>>>>>

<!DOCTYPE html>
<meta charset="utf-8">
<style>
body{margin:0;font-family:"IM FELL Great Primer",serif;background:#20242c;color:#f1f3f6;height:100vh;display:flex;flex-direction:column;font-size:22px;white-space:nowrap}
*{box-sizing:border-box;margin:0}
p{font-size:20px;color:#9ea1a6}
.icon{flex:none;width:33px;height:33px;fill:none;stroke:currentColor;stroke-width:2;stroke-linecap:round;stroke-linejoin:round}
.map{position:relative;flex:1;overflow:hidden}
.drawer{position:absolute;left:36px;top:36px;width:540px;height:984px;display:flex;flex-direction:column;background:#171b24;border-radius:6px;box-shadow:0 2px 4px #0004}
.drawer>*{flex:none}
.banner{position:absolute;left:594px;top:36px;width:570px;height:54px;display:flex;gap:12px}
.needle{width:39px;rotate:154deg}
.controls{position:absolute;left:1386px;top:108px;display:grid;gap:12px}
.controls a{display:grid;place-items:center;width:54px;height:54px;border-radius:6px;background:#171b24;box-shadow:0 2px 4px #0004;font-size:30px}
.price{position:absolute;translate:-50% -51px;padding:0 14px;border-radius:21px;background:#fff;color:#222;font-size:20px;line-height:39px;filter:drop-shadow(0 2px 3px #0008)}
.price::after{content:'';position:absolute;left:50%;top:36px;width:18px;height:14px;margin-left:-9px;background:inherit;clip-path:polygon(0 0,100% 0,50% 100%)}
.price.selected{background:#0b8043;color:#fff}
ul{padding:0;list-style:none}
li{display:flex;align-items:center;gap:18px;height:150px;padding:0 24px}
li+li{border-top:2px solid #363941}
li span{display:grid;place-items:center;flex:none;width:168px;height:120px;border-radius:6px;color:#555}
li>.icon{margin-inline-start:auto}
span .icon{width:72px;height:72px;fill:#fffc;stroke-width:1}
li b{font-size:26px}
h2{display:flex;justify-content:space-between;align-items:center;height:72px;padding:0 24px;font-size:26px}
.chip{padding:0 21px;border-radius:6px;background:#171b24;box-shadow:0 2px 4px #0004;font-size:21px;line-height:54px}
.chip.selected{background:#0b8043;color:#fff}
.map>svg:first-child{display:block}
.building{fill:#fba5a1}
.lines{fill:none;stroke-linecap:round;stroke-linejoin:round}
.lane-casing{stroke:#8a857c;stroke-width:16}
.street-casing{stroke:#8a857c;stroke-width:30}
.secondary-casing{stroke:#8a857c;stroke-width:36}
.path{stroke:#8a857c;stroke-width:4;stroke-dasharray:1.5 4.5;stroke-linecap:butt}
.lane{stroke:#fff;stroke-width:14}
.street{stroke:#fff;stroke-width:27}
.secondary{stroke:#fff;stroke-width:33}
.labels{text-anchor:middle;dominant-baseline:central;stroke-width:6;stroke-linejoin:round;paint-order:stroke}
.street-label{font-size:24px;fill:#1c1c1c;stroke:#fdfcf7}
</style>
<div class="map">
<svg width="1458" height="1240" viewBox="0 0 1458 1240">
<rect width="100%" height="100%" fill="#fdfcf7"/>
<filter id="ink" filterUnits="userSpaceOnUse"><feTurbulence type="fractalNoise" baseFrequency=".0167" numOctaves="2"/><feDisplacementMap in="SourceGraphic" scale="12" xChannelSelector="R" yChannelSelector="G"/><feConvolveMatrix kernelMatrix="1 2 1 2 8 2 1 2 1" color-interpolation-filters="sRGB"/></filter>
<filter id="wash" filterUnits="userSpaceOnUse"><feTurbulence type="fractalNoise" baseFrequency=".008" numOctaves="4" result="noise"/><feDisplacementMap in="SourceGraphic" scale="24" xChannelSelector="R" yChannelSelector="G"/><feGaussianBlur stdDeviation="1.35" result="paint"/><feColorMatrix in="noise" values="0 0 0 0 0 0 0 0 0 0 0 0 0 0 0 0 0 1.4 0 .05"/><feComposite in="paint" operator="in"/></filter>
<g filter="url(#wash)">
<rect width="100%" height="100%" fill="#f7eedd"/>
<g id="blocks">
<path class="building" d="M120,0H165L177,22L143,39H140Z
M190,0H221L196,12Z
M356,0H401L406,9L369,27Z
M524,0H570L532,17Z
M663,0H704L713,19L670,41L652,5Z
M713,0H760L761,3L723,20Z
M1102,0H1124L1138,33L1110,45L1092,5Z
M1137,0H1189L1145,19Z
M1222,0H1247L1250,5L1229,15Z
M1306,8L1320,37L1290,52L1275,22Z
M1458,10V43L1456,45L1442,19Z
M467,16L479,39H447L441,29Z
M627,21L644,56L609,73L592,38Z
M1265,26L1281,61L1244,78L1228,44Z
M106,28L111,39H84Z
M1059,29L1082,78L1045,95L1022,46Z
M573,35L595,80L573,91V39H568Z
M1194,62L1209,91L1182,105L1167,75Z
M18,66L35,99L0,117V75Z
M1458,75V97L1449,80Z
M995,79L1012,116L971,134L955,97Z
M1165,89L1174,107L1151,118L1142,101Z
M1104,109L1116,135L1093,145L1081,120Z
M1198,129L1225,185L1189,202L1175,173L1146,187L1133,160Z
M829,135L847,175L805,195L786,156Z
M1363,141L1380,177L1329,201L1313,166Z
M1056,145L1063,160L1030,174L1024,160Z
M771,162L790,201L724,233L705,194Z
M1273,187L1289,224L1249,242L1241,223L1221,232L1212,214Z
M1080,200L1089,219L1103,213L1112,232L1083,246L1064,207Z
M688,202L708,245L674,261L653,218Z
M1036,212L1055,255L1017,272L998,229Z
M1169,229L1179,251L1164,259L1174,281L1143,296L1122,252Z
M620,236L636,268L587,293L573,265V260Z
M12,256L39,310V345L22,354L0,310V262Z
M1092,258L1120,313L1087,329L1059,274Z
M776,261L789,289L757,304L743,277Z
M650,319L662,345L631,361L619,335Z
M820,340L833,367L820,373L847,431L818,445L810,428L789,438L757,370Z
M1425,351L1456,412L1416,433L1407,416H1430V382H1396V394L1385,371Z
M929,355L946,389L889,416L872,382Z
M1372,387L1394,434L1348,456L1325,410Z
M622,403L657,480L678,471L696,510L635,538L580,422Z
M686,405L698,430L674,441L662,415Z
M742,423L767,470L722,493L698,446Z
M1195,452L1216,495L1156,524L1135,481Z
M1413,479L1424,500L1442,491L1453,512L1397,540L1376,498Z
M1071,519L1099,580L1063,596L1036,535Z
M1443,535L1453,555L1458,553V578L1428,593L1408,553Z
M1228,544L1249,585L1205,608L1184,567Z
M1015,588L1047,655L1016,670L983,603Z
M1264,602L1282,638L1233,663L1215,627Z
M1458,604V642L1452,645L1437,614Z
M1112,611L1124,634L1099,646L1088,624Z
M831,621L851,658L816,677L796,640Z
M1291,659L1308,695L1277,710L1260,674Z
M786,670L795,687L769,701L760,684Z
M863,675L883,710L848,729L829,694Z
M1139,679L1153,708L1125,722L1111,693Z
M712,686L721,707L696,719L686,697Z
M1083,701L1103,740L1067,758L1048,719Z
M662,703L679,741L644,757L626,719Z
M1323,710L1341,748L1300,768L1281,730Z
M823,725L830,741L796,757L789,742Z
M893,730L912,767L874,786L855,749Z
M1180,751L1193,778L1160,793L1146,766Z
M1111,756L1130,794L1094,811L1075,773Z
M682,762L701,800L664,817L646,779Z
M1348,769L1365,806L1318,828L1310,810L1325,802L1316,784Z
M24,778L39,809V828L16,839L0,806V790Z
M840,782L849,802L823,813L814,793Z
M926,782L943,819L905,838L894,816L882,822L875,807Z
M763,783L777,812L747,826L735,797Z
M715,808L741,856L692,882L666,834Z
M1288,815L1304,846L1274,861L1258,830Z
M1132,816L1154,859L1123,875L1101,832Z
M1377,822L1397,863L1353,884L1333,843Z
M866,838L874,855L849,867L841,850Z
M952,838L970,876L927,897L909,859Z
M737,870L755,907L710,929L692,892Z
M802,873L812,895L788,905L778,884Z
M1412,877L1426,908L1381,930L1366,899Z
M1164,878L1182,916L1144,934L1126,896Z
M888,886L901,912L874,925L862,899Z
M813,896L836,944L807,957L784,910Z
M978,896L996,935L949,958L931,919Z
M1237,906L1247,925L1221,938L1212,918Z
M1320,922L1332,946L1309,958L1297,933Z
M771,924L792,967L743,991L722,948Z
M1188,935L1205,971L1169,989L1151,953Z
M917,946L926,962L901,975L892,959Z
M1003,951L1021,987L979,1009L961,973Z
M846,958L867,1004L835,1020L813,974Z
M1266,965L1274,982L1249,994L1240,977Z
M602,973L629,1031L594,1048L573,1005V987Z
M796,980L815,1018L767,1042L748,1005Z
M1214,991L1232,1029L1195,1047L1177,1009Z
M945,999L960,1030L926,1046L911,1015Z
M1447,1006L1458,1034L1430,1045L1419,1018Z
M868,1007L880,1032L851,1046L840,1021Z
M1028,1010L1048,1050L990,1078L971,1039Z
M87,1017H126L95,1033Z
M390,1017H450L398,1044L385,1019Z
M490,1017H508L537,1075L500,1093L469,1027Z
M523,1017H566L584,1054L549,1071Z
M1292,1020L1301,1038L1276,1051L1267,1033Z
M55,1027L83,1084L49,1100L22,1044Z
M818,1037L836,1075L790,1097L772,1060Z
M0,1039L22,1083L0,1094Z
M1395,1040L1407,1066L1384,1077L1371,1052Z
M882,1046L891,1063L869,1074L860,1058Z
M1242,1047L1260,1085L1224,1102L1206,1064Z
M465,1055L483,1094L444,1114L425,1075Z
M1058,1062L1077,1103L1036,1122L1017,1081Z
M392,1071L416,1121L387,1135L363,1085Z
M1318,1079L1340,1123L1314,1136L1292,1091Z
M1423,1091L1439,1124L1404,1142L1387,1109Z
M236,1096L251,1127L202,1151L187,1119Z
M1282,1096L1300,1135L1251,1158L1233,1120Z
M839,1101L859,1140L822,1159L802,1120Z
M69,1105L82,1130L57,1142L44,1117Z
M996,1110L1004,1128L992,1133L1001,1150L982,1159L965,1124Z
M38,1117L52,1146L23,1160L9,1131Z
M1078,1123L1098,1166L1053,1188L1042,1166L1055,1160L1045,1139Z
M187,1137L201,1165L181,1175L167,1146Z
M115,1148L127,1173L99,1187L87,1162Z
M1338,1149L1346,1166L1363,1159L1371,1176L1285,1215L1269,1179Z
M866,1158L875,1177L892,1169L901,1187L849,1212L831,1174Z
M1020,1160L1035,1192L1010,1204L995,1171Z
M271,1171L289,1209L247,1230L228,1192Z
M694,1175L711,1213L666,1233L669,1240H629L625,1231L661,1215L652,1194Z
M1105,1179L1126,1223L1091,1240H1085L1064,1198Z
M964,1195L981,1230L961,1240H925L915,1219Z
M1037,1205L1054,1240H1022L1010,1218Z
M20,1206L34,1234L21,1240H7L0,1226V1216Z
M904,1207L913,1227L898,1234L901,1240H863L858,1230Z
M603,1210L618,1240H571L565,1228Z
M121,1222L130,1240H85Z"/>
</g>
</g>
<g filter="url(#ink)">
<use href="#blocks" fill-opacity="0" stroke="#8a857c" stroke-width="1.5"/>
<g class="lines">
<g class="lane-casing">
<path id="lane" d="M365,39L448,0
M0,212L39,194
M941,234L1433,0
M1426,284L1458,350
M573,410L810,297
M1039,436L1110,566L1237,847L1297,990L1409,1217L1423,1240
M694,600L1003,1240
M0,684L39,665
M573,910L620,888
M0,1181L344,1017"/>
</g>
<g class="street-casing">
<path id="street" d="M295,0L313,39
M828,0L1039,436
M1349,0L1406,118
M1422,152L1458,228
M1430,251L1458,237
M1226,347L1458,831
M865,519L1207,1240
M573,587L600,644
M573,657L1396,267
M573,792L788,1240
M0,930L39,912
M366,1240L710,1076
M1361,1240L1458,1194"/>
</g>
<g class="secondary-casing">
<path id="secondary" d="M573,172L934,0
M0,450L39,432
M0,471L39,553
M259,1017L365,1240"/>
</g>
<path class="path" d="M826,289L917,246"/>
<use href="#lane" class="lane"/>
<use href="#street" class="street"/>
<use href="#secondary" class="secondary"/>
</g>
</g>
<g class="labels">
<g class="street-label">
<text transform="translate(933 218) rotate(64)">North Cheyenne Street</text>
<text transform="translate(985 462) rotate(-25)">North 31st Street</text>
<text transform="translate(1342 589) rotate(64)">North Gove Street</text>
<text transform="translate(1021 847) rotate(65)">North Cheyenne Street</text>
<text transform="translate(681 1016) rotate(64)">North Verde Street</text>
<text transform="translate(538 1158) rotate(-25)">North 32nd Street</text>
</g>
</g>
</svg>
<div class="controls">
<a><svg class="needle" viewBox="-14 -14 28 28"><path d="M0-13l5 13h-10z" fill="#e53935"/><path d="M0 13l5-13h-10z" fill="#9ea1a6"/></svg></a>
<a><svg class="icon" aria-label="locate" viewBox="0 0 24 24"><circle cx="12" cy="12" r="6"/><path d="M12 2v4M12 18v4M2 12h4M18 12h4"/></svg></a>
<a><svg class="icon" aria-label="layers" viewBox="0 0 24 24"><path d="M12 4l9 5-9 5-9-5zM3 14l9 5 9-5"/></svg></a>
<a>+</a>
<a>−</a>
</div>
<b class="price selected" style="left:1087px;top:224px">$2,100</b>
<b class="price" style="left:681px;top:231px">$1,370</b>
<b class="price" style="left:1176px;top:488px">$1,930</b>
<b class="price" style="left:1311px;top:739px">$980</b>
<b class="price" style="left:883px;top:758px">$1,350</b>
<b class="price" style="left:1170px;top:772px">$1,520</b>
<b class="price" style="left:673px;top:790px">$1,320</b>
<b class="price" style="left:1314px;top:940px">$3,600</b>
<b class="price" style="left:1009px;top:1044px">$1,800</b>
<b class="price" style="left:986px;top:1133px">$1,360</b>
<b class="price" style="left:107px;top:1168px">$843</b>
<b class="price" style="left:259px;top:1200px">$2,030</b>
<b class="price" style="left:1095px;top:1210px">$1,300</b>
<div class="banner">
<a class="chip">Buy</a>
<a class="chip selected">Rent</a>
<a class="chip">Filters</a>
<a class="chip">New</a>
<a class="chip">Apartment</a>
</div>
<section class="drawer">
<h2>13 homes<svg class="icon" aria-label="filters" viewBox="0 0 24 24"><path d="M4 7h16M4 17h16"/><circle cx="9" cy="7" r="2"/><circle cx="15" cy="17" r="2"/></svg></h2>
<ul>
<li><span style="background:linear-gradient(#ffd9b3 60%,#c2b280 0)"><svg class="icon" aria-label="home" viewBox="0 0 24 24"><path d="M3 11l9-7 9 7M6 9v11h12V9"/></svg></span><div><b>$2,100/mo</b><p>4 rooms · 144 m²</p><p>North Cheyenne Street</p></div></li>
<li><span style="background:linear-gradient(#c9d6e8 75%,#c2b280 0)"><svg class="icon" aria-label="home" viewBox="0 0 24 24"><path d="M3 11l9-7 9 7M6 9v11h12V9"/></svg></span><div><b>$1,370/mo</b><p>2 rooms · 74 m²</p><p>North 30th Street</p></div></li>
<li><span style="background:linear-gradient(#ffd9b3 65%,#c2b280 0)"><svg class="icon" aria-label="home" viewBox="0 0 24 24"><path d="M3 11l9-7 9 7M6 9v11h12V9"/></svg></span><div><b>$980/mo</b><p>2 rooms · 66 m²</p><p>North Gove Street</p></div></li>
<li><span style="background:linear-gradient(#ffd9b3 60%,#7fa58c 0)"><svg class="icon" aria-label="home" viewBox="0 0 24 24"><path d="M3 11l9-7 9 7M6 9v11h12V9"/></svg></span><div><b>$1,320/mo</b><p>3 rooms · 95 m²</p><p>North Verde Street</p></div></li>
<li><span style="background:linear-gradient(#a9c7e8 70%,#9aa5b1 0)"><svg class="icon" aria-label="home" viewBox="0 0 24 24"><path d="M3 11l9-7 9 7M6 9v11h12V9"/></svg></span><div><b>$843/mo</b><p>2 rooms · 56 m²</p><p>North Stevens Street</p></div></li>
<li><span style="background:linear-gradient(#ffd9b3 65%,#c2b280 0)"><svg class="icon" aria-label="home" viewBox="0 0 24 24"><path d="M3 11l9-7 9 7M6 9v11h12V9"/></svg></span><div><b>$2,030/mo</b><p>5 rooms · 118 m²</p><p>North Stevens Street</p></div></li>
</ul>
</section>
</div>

<<<<<

Lines in the records above that contain the word "linecap" need to be counted; the reply is that number and nothing else.

_Response area_
3